#### [WHAT YOU SHOULD DO]
Of the lines below, report only those that contain "primary".
>>>>
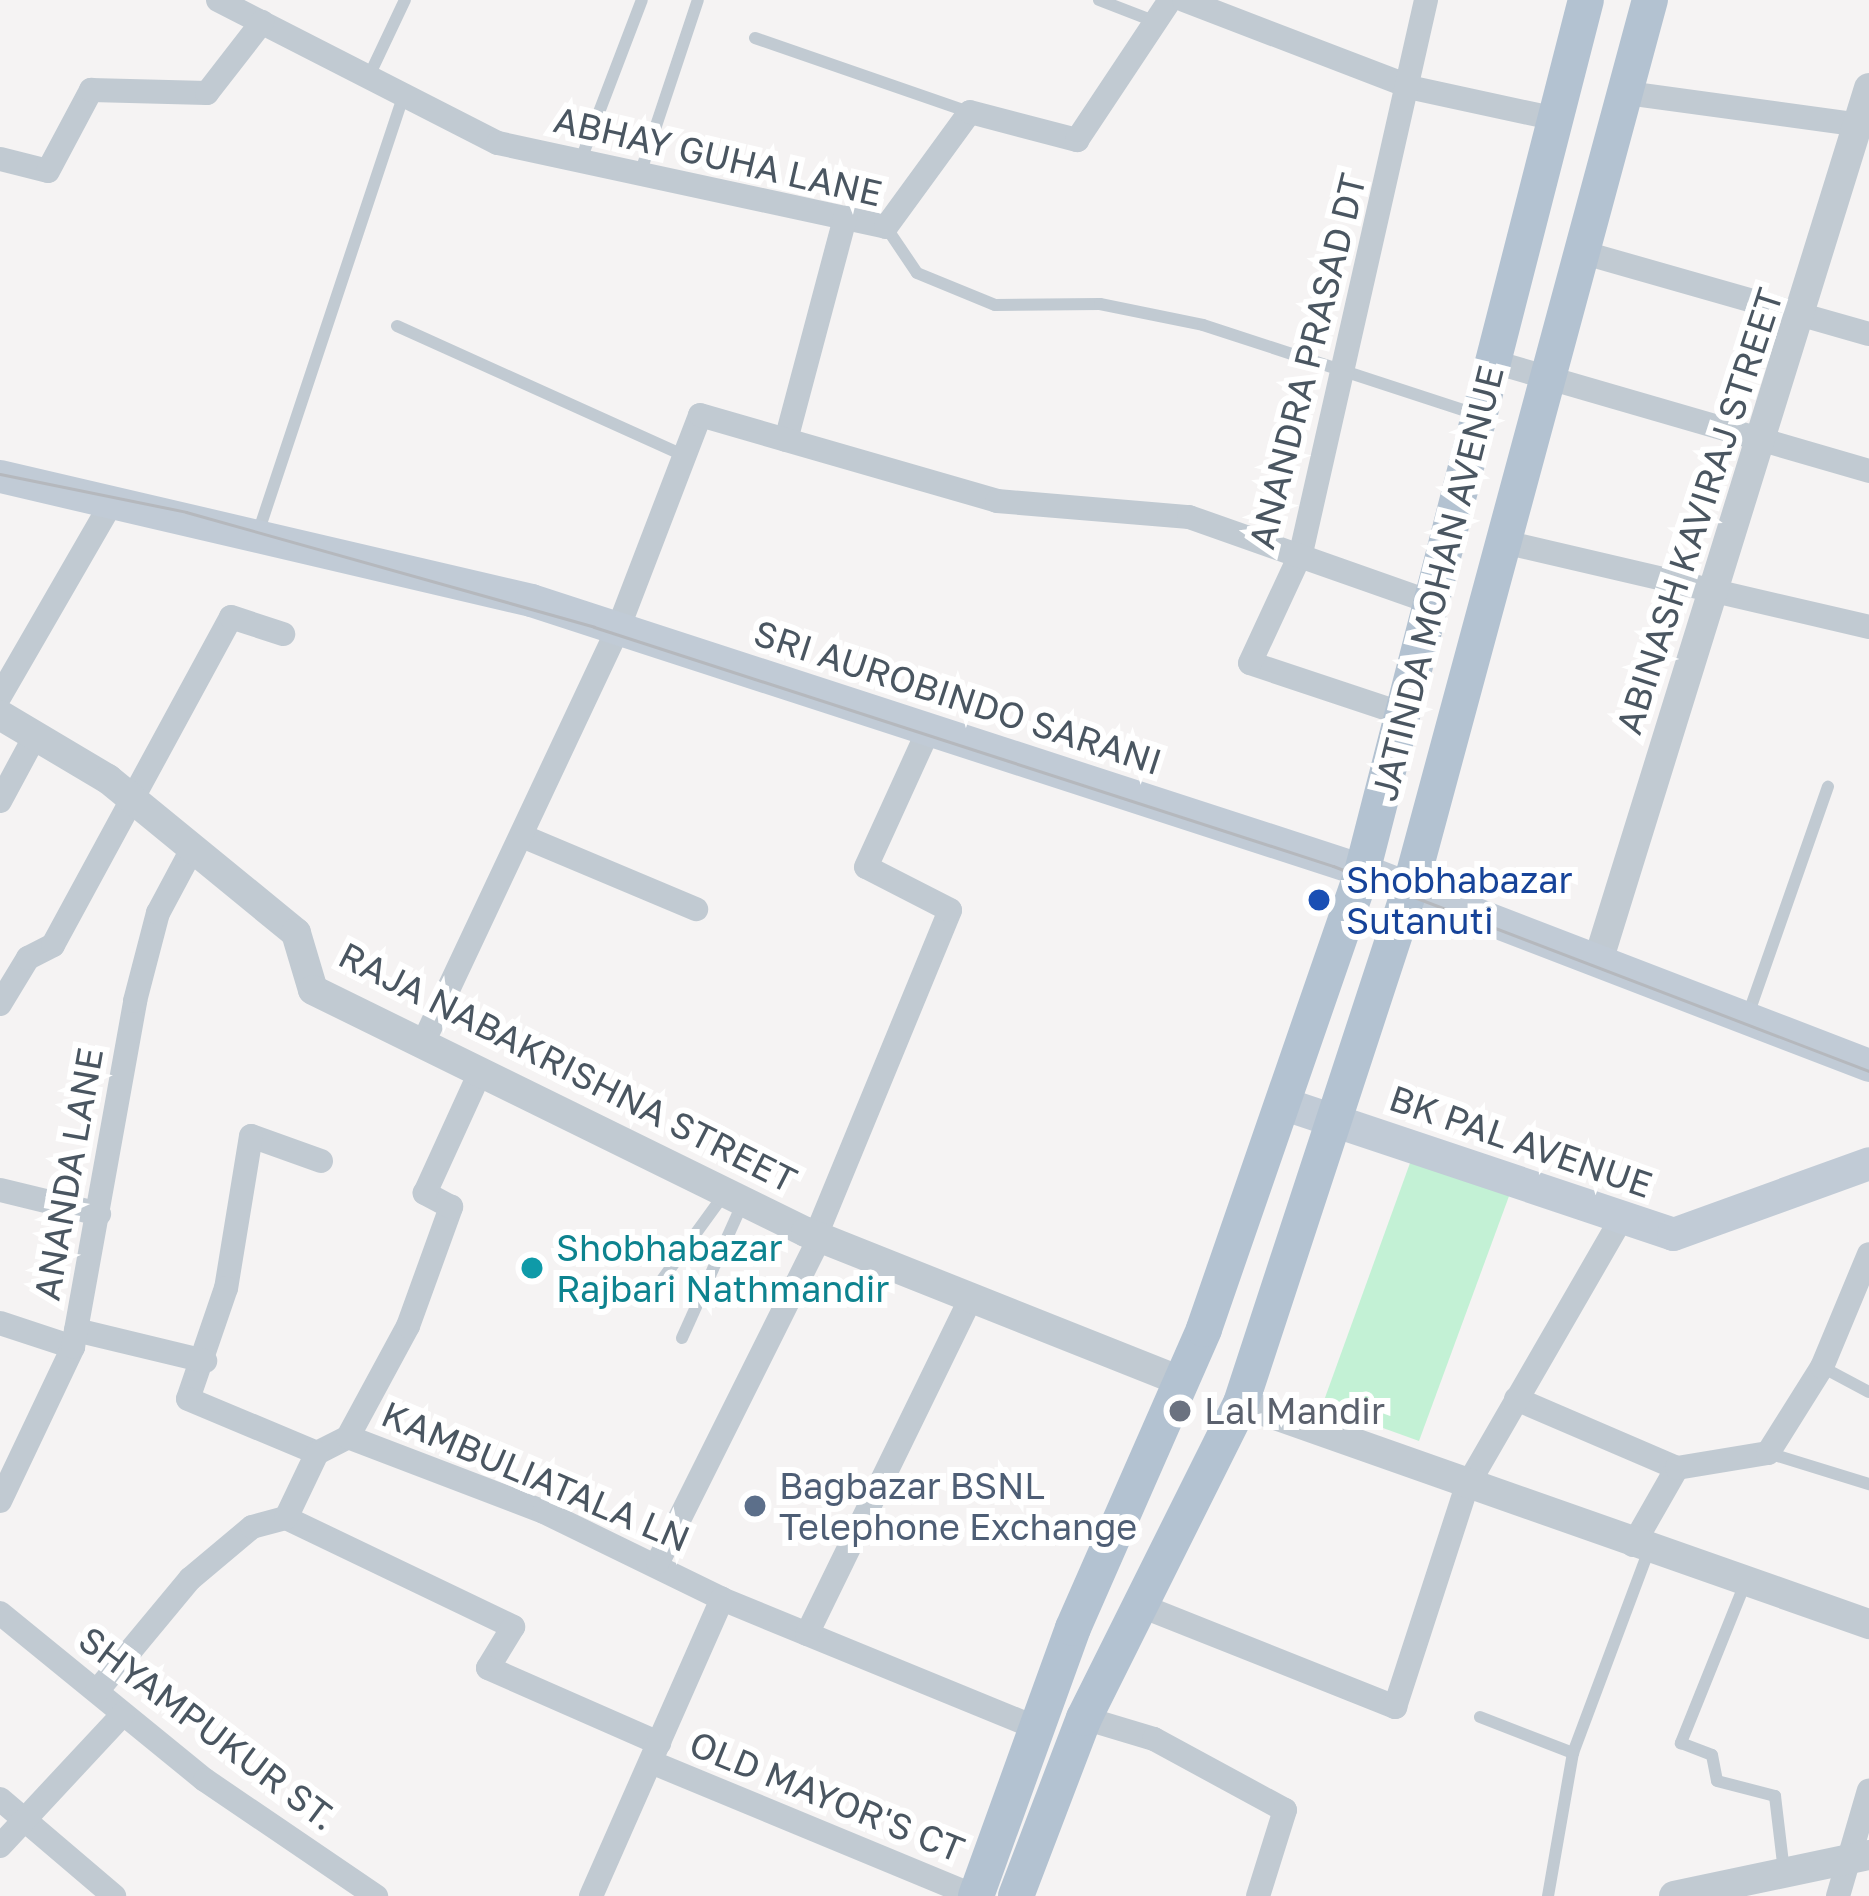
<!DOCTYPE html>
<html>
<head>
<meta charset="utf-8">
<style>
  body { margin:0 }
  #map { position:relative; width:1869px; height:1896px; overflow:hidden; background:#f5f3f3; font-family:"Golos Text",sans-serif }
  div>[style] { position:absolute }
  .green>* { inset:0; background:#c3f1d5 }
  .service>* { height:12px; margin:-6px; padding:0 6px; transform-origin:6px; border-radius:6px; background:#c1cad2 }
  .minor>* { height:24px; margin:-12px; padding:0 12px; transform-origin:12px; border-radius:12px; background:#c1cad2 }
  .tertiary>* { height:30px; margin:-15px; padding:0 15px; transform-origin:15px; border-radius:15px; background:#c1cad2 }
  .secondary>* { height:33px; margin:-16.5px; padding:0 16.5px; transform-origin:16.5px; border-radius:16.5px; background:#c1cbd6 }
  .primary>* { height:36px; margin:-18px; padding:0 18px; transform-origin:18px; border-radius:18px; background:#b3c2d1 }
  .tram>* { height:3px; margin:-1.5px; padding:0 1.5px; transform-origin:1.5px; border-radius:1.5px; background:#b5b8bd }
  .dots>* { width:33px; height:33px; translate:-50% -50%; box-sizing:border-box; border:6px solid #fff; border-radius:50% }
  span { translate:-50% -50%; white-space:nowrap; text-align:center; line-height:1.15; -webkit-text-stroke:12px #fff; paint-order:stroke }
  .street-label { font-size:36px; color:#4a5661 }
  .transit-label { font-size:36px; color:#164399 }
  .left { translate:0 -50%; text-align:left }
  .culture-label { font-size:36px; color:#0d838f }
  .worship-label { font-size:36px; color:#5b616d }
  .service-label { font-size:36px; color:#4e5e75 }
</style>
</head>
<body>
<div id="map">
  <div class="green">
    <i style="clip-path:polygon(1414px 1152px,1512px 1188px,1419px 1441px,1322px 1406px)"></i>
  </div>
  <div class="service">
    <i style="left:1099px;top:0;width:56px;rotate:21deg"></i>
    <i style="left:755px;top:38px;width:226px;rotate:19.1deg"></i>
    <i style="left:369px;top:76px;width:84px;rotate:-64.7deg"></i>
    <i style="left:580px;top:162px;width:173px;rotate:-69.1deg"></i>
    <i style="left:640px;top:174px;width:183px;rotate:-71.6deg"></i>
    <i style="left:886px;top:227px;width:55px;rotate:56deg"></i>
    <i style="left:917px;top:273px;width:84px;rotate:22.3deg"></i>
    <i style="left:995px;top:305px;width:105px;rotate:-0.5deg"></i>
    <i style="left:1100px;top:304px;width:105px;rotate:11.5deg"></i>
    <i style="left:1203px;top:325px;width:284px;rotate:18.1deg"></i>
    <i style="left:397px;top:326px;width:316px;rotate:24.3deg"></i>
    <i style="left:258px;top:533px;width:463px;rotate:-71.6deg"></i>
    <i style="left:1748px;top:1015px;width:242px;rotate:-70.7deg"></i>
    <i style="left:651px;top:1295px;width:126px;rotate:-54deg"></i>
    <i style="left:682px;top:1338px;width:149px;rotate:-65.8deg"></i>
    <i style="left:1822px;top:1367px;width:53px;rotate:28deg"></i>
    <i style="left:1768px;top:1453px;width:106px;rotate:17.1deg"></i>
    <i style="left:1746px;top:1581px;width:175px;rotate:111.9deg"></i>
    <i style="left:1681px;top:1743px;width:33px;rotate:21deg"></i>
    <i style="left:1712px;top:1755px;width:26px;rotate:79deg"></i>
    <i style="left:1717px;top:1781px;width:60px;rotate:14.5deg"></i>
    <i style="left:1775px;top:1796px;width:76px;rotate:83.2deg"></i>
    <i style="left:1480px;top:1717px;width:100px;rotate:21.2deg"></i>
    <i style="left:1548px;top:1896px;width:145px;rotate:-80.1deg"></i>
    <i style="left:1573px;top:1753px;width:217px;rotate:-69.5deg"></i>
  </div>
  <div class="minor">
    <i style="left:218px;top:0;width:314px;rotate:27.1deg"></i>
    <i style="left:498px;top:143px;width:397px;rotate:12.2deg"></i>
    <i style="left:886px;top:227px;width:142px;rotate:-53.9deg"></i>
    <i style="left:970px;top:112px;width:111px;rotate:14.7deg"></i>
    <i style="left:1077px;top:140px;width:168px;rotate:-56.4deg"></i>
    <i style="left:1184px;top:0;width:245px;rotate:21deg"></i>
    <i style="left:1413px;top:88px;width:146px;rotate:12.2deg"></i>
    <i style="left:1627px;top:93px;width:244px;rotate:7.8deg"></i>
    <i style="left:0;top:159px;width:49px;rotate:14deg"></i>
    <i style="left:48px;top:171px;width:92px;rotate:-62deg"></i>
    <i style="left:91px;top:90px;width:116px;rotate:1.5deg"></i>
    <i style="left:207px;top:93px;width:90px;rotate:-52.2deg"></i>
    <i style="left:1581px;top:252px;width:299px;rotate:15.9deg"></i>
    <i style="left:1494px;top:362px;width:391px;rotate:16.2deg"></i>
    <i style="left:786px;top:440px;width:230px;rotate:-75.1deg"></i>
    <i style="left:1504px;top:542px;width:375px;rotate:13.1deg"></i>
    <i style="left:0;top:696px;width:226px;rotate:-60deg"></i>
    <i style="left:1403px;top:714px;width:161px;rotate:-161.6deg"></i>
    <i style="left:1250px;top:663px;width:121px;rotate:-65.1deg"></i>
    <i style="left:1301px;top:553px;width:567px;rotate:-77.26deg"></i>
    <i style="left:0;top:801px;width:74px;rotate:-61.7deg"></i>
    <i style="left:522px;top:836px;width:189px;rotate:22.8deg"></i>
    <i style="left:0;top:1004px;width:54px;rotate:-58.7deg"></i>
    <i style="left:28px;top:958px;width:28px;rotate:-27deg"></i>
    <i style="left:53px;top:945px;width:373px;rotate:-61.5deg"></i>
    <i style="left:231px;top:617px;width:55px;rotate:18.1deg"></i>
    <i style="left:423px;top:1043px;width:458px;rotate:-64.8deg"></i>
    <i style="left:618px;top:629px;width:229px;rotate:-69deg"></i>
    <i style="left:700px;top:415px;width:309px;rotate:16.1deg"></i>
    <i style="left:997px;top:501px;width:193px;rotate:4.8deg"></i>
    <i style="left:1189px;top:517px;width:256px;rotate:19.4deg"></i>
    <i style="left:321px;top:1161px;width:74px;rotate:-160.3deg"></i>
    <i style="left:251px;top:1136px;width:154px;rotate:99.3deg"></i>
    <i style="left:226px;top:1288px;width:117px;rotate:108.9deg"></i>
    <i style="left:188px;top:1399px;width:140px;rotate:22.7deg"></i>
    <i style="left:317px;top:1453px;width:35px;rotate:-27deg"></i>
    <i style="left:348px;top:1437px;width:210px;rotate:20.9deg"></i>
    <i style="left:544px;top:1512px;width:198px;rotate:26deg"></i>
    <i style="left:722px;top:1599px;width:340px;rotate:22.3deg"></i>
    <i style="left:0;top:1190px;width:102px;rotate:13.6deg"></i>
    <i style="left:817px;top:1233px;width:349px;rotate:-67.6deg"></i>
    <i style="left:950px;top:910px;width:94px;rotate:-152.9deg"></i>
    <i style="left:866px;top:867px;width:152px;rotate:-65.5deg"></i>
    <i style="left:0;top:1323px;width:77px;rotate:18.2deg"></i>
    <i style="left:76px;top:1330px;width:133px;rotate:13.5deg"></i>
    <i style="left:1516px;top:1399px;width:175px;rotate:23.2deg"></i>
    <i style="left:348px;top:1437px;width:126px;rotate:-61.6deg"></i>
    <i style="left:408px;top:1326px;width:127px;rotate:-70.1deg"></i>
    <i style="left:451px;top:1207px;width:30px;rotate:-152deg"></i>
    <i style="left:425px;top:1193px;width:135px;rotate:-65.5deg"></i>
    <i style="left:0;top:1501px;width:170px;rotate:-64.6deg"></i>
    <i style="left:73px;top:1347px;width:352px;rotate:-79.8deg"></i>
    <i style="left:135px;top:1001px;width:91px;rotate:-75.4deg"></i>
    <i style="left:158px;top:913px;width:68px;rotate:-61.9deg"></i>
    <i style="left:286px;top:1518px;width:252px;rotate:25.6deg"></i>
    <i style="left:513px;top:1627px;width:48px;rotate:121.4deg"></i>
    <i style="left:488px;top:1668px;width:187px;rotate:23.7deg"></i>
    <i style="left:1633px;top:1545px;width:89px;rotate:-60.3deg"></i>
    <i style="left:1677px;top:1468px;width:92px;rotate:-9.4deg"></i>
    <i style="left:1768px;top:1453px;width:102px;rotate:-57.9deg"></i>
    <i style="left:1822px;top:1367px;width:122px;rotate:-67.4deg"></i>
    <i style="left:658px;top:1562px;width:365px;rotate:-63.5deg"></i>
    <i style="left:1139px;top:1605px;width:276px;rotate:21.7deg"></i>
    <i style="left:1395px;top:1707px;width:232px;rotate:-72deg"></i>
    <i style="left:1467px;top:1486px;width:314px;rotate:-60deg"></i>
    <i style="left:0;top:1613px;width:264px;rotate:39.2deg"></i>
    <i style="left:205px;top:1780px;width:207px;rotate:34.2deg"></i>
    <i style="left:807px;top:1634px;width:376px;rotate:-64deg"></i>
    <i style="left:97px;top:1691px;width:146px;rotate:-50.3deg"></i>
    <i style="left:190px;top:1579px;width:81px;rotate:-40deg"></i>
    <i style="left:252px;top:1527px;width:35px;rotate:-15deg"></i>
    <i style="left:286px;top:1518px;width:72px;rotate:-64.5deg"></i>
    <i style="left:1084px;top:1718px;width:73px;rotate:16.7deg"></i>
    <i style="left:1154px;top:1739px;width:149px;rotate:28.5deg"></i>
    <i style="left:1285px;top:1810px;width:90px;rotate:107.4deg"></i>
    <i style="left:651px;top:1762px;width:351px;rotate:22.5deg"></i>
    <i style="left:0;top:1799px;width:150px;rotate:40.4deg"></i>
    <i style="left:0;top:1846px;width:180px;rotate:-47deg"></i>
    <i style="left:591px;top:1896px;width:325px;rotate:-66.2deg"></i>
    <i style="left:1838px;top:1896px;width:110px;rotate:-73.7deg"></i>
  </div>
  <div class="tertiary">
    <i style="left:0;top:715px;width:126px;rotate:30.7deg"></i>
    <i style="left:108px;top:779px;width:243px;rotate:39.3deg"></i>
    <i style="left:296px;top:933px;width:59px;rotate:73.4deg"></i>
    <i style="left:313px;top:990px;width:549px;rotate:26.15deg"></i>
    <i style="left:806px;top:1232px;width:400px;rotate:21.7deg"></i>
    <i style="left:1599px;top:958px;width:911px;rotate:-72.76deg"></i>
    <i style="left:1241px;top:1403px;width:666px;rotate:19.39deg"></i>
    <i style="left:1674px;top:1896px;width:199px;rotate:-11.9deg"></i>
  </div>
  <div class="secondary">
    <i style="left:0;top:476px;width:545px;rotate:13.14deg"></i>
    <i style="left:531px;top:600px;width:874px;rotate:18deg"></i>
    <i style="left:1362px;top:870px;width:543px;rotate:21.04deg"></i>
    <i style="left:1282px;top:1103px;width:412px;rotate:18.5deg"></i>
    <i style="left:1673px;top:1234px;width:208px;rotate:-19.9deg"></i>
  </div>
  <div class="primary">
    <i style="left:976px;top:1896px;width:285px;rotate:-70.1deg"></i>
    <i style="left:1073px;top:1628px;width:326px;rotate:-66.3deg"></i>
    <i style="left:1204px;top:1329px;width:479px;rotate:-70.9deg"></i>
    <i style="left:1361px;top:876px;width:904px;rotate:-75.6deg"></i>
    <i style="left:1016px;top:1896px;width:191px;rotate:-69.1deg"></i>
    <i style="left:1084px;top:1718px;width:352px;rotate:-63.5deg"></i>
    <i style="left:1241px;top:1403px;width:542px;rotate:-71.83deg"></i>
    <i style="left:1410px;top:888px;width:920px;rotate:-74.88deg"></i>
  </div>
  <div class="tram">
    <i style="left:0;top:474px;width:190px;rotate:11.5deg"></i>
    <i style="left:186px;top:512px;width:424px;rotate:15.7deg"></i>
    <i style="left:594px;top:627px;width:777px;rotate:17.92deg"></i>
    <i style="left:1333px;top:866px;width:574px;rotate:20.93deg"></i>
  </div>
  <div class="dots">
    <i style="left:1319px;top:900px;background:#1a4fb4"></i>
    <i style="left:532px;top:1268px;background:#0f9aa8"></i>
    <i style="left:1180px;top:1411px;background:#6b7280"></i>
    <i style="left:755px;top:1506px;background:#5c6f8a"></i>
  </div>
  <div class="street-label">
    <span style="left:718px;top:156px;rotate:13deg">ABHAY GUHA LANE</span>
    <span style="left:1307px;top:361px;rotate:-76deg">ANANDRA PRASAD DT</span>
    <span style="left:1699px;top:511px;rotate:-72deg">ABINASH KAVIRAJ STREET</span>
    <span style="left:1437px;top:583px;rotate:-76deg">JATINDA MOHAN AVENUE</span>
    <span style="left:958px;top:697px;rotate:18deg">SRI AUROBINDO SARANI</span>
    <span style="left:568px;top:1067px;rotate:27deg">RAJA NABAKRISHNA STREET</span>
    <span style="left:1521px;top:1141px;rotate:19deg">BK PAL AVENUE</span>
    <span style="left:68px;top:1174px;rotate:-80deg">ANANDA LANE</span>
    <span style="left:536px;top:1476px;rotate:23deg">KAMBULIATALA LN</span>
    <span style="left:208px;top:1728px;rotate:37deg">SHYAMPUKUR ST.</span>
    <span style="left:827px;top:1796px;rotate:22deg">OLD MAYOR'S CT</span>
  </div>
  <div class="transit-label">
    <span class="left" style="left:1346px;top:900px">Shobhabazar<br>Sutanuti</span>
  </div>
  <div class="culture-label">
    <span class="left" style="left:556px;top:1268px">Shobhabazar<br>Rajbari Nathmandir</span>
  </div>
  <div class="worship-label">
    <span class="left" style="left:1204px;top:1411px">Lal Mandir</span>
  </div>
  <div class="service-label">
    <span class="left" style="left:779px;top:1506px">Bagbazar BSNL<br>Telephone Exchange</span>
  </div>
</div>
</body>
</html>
<<<<
#### [RESPONSE TO THIS TASK]
  .primary>* { height:36px; margin:-18px; padding:0 18px; transform-origin:18px; border-radius:18px; background:#b3c2d1 }
  <div class="primary">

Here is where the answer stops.